● ABOUT THIS TASK
Among the records, find the lines that hold the string "button" and return them.
═════ STORED DATA ═════
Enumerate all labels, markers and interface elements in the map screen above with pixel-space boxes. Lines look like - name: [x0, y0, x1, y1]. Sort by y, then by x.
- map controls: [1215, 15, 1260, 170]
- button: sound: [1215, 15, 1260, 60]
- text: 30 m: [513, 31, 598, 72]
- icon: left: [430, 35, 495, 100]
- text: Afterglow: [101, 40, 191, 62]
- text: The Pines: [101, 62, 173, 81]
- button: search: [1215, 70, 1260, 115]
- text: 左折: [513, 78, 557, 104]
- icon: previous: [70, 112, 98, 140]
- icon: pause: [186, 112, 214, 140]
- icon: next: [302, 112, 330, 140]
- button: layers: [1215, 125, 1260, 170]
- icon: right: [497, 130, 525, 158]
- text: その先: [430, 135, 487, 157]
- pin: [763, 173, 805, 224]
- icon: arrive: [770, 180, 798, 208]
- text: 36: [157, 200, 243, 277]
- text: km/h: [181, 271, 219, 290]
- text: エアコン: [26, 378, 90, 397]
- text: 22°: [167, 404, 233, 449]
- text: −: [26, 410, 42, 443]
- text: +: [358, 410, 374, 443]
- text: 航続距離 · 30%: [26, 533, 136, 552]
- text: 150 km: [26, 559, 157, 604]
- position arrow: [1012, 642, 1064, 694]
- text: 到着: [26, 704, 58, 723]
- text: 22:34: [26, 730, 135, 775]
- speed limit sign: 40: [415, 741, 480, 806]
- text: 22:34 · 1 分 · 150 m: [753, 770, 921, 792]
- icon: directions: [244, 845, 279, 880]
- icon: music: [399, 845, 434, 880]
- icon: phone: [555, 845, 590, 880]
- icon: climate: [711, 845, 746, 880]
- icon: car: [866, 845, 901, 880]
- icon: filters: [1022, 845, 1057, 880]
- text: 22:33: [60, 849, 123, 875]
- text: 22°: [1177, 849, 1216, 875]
═════
● TASK ANSWER
- button: sound: [1215, 15, 1260, 60]
- button: search: [1215, 70, 1260, 115]
- button: layers: [1215, 125, 1260, 170]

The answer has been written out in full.